(INFORMATION SHOWN)
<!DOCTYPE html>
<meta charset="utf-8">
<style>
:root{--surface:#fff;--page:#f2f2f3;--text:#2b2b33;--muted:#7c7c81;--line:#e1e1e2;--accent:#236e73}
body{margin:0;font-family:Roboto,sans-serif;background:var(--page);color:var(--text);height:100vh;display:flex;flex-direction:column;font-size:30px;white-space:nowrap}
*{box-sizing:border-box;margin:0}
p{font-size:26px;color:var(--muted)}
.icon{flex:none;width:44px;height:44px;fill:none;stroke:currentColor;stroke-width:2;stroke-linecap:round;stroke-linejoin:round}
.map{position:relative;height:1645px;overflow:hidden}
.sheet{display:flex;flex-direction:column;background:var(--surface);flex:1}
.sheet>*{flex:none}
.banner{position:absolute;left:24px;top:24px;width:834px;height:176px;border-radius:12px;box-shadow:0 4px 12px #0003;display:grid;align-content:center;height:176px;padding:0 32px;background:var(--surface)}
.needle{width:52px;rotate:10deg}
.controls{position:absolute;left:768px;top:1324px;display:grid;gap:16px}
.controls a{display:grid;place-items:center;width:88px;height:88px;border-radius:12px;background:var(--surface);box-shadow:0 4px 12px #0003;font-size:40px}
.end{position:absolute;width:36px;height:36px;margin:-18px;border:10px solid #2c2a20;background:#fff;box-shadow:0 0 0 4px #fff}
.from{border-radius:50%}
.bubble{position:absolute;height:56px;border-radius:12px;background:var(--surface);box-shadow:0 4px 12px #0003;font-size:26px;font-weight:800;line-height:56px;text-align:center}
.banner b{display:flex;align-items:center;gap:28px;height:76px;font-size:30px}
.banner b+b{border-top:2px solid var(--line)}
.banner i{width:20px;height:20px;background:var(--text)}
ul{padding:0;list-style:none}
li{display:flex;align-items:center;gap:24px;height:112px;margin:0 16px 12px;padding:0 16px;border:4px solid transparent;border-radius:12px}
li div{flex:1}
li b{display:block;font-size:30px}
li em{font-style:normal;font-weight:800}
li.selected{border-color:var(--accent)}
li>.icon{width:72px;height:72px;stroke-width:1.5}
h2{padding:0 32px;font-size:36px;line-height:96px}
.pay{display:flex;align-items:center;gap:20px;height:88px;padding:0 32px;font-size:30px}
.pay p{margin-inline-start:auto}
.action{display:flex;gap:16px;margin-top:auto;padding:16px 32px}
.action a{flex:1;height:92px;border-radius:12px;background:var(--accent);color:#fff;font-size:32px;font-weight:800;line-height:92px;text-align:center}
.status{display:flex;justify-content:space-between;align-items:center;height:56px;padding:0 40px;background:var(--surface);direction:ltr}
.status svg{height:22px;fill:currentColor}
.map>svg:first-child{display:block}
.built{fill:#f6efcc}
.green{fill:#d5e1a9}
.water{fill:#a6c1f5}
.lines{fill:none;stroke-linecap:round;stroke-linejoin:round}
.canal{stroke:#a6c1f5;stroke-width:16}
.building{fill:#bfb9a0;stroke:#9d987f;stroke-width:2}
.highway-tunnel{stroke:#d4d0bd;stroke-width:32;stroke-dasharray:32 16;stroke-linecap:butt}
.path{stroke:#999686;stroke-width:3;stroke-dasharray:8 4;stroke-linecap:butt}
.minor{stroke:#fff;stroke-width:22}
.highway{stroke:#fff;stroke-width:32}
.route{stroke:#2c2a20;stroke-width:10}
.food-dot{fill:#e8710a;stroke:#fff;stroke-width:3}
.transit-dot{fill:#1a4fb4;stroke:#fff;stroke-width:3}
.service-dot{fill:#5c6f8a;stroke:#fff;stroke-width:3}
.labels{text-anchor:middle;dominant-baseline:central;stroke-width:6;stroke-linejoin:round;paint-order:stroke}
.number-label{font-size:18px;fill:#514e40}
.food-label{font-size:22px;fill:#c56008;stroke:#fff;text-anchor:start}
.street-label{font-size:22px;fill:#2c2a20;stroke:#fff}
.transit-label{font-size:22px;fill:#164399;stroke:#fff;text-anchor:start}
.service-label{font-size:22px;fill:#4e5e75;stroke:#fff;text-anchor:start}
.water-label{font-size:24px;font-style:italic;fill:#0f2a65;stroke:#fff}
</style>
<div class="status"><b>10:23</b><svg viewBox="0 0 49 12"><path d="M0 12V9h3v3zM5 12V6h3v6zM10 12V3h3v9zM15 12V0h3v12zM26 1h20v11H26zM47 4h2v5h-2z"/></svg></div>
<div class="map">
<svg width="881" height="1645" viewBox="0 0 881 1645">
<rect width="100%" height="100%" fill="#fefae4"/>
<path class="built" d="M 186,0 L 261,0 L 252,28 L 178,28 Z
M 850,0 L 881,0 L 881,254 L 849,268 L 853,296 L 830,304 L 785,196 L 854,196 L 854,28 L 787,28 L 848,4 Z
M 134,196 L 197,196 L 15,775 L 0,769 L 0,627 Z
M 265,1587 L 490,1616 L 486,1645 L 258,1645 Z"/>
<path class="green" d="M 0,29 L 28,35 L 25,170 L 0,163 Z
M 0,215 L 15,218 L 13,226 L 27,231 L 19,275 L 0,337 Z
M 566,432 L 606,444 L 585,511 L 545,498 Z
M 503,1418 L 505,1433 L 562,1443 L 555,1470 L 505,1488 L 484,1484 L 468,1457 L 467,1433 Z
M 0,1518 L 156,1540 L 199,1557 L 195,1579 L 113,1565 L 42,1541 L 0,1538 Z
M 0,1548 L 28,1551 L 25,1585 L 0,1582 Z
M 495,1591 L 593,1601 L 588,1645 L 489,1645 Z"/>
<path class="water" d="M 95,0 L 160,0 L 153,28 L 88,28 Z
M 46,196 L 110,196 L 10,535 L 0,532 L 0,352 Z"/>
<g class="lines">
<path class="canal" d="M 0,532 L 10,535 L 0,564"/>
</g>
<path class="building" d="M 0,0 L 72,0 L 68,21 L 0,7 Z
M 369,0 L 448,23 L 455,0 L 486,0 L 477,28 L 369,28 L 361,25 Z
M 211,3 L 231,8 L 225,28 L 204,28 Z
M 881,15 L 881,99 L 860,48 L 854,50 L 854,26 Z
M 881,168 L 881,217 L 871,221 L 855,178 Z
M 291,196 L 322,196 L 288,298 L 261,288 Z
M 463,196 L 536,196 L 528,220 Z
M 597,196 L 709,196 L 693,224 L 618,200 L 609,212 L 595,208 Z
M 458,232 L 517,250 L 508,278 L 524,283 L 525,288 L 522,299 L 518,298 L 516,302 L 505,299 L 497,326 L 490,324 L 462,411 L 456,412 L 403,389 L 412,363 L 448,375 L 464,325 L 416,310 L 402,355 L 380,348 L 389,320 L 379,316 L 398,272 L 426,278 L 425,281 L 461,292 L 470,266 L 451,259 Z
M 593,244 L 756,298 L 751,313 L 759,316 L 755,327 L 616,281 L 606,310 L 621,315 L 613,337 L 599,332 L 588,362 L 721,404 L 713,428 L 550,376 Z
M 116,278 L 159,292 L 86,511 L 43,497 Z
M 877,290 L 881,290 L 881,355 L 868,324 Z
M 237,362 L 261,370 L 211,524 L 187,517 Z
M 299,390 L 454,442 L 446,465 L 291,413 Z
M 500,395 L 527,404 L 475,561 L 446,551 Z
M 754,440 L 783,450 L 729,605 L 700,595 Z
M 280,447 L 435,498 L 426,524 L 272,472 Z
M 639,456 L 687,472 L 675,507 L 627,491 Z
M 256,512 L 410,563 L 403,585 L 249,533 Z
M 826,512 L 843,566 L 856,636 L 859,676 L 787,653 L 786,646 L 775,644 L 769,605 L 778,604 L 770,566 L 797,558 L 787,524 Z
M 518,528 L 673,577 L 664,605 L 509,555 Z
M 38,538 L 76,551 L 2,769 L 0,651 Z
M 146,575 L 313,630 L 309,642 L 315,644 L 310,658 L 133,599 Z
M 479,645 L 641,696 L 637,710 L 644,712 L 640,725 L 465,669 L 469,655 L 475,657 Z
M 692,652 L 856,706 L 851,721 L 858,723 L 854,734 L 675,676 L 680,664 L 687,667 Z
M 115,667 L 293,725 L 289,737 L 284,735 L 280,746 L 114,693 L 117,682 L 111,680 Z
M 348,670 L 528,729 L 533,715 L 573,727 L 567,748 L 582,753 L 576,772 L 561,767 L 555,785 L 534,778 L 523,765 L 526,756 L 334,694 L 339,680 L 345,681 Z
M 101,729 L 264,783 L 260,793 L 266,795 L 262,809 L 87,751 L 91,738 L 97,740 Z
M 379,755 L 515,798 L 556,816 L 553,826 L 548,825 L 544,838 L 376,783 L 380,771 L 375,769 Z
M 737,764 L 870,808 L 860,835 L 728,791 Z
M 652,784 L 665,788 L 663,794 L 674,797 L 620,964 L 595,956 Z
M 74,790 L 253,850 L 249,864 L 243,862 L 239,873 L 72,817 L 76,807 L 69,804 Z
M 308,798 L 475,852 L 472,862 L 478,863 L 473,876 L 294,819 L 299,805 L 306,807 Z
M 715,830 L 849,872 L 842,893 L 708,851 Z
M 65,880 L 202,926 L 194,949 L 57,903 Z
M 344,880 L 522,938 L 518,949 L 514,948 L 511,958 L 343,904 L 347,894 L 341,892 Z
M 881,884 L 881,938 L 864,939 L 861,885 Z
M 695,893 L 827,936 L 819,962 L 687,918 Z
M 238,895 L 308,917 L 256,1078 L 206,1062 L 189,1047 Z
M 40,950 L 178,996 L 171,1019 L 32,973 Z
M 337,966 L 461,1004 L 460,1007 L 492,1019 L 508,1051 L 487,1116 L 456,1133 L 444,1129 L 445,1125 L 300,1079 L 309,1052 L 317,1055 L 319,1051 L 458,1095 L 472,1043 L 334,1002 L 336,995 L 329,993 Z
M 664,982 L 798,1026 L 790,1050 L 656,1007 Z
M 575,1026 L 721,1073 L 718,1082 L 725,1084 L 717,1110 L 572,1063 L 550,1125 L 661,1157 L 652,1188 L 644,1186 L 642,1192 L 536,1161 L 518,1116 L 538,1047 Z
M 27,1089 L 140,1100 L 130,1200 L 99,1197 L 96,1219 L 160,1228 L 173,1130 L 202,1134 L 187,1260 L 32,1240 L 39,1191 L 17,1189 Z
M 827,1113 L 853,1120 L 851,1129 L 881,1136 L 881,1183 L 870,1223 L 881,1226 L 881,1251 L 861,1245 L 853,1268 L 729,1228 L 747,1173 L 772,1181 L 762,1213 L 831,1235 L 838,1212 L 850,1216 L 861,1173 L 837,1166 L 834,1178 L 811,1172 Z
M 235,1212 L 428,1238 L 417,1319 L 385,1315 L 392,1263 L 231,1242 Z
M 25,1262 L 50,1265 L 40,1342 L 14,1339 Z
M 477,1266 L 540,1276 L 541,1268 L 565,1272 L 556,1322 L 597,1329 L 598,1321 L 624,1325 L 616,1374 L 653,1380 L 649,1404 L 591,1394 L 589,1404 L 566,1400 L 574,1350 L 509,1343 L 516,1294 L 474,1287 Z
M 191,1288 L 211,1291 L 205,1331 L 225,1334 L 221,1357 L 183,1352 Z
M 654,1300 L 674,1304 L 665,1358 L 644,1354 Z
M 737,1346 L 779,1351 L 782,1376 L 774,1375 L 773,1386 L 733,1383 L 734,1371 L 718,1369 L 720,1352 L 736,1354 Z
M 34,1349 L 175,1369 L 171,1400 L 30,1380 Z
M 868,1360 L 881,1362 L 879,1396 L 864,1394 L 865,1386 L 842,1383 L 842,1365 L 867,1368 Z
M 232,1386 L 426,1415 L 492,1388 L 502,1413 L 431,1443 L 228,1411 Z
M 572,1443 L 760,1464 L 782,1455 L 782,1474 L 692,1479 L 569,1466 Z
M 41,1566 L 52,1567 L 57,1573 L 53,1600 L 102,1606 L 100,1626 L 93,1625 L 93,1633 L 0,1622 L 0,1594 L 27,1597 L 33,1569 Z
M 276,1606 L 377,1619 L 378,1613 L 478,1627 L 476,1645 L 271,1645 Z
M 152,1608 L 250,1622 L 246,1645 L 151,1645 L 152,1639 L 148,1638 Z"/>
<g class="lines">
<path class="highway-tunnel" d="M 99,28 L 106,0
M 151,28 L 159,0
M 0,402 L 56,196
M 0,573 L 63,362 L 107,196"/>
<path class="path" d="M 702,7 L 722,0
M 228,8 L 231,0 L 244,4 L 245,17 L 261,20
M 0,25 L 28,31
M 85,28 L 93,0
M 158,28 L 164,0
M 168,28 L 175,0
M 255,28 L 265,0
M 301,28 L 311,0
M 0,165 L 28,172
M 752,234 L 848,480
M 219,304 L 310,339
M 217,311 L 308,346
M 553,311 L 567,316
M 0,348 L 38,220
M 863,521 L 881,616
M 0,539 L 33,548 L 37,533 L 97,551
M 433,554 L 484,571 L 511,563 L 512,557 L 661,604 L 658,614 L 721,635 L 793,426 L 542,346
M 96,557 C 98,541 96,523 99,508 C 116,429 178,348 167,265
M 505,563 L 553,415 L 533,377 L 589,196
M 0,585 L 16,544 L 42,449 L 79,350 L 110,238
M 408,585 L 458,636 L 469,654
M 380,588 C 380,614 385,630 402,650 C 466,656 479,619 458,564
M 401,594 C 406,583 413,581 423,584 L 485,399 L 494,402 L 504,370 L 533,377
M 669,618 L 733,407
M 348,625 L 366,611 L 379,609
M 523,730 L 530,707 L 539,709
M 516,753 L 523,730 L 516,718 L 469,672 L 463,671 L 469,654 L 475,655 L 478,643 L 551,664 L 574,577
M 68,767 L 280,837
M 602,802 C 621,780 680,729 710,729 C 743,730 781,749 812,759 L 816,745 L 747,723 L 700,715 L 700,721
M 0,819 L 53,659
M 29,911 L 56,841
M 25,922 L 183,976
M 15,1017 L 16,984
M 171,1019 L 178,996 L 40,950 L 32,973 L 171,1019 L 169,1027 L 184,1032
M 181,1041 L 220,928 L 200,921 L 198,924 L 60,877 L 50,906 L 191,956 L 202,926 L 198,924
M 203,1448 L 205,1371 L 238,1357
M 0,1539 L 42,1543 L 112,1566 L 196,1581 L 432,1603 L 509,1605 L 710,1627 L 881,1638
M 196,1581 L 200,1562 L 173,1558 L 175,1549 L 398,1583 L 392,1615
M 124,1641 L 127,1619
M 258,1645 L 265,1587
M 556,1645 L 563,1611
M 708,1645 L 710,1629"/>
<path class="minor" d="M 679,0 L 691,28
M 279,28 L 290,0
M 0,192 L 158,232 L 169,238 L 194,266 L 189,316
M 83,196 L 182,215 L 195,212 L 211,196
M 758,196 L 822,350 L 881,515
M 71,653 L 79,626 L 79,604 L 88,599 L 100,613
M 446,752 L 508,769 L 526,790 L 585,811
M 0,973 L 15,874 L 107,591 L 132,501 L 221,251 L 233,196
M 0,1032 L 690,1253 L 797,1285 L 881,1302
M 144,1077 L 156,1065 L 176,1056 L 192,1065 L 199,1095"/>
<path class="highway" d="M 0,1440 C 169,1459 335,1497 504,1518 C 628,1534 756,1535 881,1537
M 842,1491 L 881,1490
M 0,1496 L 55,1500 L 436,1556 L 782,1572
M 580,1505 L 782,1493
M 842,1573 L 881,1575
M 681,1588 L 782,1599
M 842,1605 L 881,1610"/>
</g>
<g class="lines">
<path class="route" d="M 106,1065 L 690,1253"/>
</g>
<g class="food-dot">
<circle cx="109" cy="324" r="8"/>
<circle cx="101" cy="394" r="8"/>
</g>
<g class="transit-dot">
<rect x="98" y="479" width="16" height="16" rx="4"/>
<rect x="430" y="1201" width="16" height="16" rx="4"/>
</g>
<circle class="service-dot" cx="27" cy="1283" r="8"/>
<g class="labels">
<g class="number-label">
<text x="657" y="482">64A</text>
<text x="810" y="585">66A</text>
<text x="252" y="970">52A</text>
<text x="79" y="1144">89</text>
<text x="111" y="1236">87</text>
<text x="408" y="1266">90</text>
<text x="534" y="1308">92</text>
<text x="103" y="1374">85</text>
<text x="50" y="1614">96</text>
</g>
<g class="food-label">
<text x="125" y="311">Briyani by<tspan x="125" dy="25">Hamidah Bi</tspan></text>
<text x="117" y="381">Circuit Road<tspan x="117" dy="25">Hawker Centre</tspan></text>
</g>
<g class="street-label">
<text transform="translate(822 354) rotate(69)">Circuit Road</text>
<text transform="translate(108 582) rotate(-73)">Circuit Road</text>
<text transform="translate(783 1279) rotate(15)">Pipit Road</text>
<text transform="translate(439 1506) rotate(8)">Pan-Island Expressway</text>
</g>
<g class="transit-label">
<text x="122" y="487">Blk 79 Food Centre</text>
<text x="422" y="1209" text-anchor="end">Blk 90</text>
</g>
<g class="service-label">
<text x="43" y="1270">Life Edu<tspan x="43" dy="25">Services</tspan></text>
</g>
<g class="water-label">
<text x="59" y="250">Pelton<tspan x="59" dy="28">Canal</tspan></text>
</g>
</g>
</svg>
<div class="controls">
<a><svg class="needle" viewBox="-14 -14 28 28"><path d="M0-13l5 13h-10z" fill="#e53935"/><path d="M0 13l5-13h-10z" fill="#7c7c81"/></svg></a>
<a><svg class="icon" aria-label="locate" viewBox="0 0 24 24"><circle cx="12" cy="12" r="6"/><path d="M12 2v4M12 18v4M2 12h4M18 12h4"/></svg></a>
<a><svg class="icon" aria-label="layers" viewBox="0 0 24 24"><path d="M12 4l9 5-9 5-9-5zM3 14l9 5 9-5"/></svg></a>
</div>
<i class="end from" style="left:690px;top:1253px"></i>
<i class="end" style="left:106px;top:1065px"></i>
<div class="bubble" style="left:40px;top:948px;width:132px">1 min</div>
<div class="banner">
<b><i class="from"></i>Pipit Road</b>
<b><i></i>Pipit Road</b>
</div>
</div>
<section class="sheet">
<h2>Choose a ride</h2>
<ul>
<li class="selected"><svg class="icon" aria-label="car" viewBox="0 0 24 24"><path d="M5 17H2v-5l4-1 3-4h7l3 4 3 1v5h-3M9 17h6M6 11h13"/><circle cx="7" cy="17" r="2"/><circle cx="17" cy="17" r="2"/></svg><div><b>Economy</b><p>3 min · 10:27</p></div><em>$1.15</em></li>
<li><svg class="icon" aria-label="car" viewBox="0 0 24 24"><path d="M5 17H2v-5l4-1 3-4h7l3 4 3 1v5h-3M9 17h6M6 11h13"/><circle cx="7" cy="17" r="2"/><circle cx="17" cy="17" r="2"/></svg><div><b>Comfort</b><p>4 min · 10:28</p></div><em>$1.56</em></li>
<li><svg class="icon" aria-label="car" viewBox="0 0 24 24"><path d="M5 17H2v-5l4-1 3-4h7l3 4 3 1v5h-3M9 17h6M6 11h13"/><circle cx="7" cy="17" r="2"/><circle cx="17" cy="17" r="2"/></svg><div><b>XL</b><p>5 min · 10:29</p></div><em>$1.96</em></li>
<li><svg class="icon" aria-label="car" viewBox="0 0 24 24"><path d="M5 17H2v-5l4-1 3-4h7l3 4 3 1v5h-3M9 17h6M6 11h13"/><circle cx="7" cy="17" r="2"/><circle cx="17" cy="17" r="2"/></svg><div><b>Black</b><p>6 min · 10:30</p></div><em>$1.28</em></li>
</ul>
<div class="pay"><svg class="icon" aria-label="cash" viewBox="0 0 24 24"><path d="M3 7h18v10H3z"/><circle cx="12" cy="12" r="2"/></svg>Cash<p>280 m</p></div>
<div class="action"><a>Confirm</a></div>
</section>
(End INFORMATION SHOWN)
• **ASSIGNMENT**: If a line in the records holds the string "grid", copy it.

• **RESULT OF THIS EXERCISE**:
.banner{position:absolute;left:24px;top:24px;width:834px;height:176px;border-radius:12px;box-shadow:0 4px 12px #0003;display:grid;align-content:center;height:176px;padding:0 32px;background:var(--surface)}
.controls{position:absolute;left:768px;top:1324px;display:grid;gap:16px}
.controls a{display:grid;place-items:center;width:88px;height:88px;border-radius:12px;background:var(--surface);box-shadow:0 4px 12px #0003;font-size:40px}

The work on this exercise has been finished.